2100 Year Old Geek

or

A tale of Two Cities

or

Carry a Big Stick

So part of my mandate in developing the order process for WineShopper is to find the nearest retailer to a customer's location so that they can pick up the wine there. We do this by finding the global latitude and longitude for each of the retailers, and for the customer. We then use Oracle Spatial functionality to list the points nearest to a given point and to tell us the distance between those points. The trouble is that until the next release of Oracle in December, we can only get the distance back in degrees.

Once upon a time I was enough of a dork to call this good enough, to insist that those unable to manage a simple calculation of degrees to miles would be driving in circles anyway. But since I don't actually know how to do that myself, I decided I'd better find out. Turns out that on our planet a degree is roughly 69 miles if you are heading north or south and anywhere between 0 and 69 miles if you go east or west. I majored in math, so I ought to be able to work this up into something useful, but I'm also pretty lazy, and something told me it might be easier to take the two points and find the distance myself. Pythagoras can't help us because he doesn't account for the curvature of the Earth <*>, but my net search turned up this 2100 year old geek that was a bit of a help. His name was Erastothenes, and he was so cool that I'm gonna take a moment and write about him.

Erastothenes was the director of the library in Alexandria, Mecca to all the geeks at that time.
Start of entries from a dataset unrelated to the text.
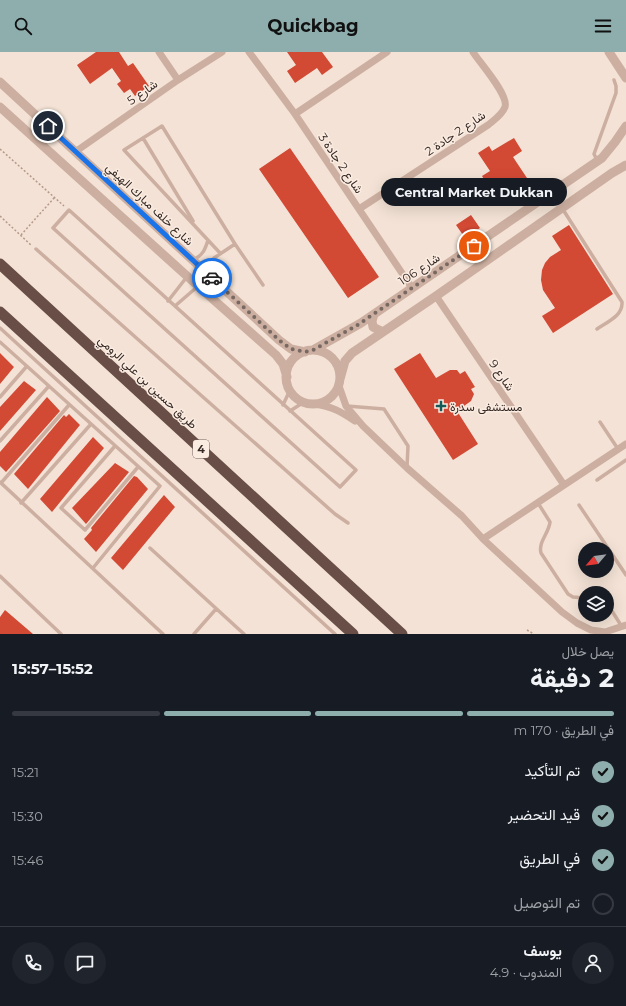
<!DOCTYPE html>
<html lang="ar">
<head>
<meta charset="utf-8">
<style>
  body { margin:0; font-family:Montserrat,Vazirmatn,sans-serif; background:#20242c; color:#f1f3f6; direction:rtl; height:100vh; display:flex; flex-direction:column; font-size:15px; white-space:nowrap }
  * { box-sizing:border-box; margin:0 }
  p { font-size:13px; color:#9ea1a6 }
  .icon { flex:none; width:22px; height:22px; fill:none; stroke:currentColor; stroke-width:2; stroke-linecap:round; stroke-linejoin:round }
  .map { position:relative; height:582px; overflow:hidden; direction:ltr }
  .panel { display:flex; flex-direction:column; background:#171b24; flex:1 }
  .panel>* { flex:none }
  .needle { width:26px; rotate:241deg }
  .fabs { position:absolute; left:578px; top:490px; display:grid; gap:8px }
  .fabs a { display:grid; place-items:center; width:36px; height:36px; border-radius:50%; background:#171b24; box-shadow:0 4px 16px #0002; font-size:20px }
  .pin { position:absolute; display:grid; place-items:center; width:34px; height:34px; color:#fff; margin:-17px; border:2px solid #fff; border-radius:50%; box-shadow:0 1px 4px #0007 }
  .courier { position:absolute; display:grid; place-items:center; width:40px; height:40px; margin:-20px; border:3px solid #1a73e8; border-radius:50%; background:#fff; color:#222; box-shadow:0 1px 5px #0007 }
  .bubble { position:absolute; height:28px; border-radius:14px; background:#171b24; box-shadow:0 4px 16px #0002; font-size:13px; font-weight:700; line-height:28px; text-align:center; direction:rtl }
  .head em { font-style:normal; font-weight:700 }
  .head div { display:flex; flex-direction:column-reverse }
  .head { display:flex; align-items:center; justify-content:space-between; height:68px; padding:0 12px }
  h1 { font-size:26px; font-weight:700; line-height:30px }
  .bar { display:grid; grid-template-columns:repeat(4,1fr); gap:6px 4px; align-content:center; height:48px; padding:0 12px }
  .bar i { height:5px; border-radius:3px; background:#363941 }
  .bar .on { background:#8eaeae }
  .bar p { grid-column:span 4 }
  .line { display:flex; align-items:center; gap:10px; padding:0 12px; border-top:1px solid #363941 }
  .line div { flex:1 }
  .round { display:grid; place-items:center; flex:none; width:42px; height:42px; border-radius:21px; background:#20242c }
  ol { padding:0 12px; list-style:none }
  li { display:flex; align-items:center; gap:12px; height:44px }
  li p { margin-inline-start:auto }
  li .icon { padding:4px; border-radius:50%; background:#8eaeae; color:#111; stroke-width:4 }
  li:last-child { color:#9ea1a6 }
  li i { width:22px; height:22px; border:2px solid #363941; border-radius:50% }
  header { display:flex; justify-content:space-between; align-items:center; height:52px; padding:0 12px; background:#8eaeae; color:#111; font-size:18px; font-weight:700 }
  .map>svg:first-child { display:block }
</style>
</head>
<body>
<header><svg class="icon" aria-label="menu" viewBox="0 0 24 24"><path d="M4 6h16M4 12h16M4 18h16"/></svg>Quickbag<svg class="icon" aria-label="search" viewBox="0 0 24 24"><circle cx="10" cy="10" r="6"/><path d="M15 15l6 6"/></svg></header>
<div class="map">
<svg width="626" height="582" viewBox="0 0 626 582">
  <rect width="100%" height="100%" fill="#f3e2d5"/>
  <!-- building -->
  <path fill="#d24934" d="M96 0H119L128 14 133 11 149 34 135 44 130 37 124 41 117 32 121 29 112 16 90 32 77 13Z
    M287 0H322L333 15 322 23 317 16 295 31 287 19 296 13Z
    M514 86 522 99 513 105 527 126 516 133 512 126 491 139 482 124 490 119 478 101 489 94 492 99Z
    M290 96 379 225 348 246 259 117Z
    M471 163 480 176 465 186 456 173Z
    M569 173 613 242 553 281 542 264 555 256 543 238 541 228 542 218 545 211 550 205 561 198 552 184Z
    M0 301 14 315 0 332Z
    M420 301 436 326 450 318H457L460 322 465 319 475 335 471 337 474 342 471 349 457 359 478 392 453 408 394 317Z
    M24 329 36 338 0 379V355Z
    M47 345 60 359 6 420 0 414V400Z
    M69 362 80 373 28 437 14 422 64 363 66 365Z
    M93 385 104 396 52 460 40 447Z
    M115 411 129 420 86 472 72 456Z
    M134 424 137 425 148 437 96 500 84 487 92 478 91 476Z
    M164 443 175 455 123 518 111 506Z
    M5 558 33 582H0V565Z"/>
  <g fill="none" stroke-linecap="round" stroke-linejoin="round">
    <!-- path -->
    <path stroke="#b7998b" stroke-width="1.5" stroke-dasharray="2 2" stroke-linecap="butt" d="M0 97 64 154
      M0 164 32 194
      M21 183 54 146
      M527 578 534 582"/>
    <!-- service -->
    <path stroke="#ccafa0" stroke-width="3.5" d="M143 86 193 169
      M597 108 594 102 616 41V34L614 28
      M562 156 622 250C623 264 607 270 597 277
      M69 158 356 418 340 435 53 176Z
      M36 197 335 462 348 471
      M220 201 124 98 162 74 235 192 263 233
      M193 208C203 203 205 198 208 188
      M206 218 214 206 235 192
      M168 249 186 226
      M175 254 197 235
      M0 276 335 582
      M0 290 160 434 93 516
      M0 345 27 314
      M283 353 290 338
      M347 354 384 357 408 394 407 415
      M290 359 304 350
      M600 370 618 397
      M0 389 49 334
      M115 394 61 456 85 478 138 415
      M597 428 626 408
      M0 430 163 582
      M1 431 69 353
      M21 451 91 372
      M538 451 550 470C549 481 538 490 541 501L568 542 573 545 585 546
      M579 453 626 523
      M150 496 244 582
      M0 524 61 582
      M607 551 622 575
      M194 582 216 557"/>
    <!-- minor -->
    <path stroke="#ccafa0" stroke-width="7" d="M159 0 178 28
      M249 0 295 62 412 236
      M295 62 387 0
      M75 100 178 28 222 0
      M359 157 488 73C494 68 502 63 505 55 509 43 480 11 473 0
      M436 244 564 433
      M339 334 346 354 363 374 407 416 462 464 483 487 562 560 577 571 591 578 605 580 626 573
      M313 352C331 354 340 359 355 369
      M483 487 626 392"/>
    <!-- tertiary -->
    <path stroke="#ccafa0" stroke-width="9" d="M609 0 626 26
      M0 30 279 288 291 297 305 300
      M0 55 198 234 276 303 283 312 287 325
      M374 262 372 269 373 275 383 280
      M313 298 361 271 602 106 615 90 626 74
      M286 325a27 27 0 1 1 54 0a27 27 0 1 1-54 0Z
      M340 327 345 309 352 301 436 244 612 121 626 113"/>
    <!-- trunk -->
    <path stroke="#684e46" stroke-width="11" d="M0 212 402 582
      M0 260 353 582"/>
  </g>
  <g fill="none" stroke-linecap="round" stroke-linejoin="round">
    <!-- done -->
    <path stroke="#786962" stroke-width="4" stroke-dasharray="0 7.2" d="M212 226 279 288 291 297 305 300 313 298 356 274 474 194"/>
    <!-- route -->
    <path stroke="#1a73e8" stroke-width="5" d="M48 74 212 226"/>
  </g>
  <!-- markers -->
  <path fill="#165a57" stroke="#fbece1" stroke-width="1.5" d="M439 348h4v4h4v4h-4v4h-4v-4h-4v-4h4z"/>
  <g text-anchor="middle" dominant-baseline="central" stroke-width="3" stroke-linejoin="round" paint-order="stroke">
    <!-- shield labels -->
    <rect fill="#fbece1" stroke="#70635d" stroke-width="1" x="193" y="388" width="16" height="18" rx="3"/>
    <g font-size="11" font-weight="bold" fill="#352824">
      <text x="201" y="397">4</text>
    </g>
    <!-- street labels -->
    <g font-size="12" fill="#352824" stroke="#fbece1">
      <text transform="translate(142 40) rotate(-35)">شارع 5</text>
      <text transform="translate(455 81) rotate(-34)">شارع 2 جادة 2</text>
      <text transform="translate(341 111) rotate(56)">شارع 2 جادة 3</text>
      <text transform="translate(150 152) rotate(43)">شارع خلف مبارك الهيفي</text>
      <text transform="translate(419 217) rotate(-34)">شارع 106</text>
      <text transform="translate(502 323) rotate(56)">شارع 9</text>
      <text transform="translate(148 330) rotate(43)">طريق حسين بن علي الرومي</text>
    </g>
    <!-- poi labels -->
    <g font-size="12" fill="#352824" stroke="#fbece1" text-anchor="start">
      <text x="450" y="354">مستشفى سدرة</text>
    </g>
  </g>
</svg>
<div class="fabs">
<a><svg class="needle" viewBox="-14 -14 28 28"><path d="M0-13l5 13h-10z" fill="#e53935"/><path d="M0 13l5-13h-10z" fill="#9ea1a6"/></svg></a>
<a><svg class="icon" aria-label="layers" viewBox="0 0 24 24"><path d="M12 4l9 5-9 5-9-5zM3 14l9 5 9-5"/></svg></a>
</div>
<div class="pin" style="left:474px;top:194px;background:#ea580c"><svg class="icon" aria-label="bag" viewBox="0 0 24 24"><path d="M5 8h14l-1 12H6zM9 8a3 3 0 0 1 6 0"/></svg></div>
<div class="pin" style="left:48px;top:74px;background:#1f2937"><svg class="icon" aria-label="home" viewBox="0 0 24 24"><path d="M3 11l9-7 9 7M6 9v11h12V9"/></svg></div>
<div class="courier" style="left:212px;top:226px"><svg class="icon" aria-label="car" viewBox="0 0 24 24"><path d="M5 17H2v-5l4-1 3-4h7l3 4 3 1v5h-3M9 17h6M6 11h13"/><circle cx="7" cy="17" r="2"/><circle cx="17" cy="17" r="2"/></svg></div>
<div class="bubble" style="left:381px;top:126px;width:186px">Central Market Dukkan</div>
</div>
<section class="panel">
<div class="head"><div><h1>2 دقيقة</h1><p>يصل خلال</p></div><em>15:52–15:57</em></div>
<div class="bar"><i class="on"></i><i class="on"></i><i class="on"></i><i></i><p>في الطريق · 170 m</p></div>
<ol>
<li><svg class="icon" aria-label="check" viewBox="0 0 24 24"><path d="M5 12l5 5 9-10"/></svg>تم التأكيد<p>15:21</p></li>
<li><svg class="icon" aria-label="check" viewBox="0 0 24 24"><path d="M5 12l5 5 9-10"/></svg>قيد التحضير<p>15:30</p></li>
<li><svg class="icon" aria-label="check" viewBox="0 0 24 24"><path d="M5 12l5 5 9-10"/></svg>في الطريق<p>15:46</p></li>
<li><i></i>تم التوصيل</li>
</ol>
<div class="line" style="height:72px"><a class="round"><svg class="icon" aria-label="person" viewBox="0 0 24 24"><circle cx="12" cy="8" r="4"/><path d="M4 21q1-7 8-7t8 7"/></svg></a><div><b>يوسف</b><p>المندوب · 4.9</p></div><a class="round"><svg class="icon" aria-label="chat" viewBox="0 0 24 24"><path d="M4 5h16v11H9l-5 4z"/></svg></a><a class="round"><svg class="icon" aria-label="phone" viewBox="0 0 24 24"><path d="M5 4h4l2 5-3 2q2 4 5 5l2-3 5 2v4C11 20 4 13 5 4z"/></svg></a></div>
</section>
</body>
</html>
Alexandria is north of a city called Syene (now Aswan) where it was said that the sun cast no shadows at noon on the summer Solstice (June 21st). So Erastothenes takes a big stick, and during the summer Solstice, holds it upright and notices that in Alexandria, it casts a shadow and that the angle seems to be about 1/50th of a circle. Talking to camel drivers, he learns that Alexandria is about 500 miles north of Syene. Figuring the suns rays to be parallel, he decides that the angle of the shadow formed by his stick must be the same as the angle at the center of the earth between the two cities. If the angle itself is 1/50th of a circle than the circumference must be about 50 times the distance between Syene and Alexandria. Dividing by 2Pi (they knew about Pi then), he gets a radius for the Earth of about 4212 miles. The actual radius is about 3963 miles -- he was roughly 5% off. I think that's pretty cool.

Of course my problem is a little different, Erastothenes wanted to know the radius given the distance btween two points whereas I want to know the opposite. Luckily, I found an equation for the arc tangent during my search that will do that. Actually I've never expicetly been told to find the distance between the customer and the retailers at all.

I'm doing it for the same reason as Erastothenes -- because I want to.

--M!chael

<*> Since we're only searching for Retailers within 100 miles or so, the Pythagorean theorem probably WOULD be fine, but I was on a roll.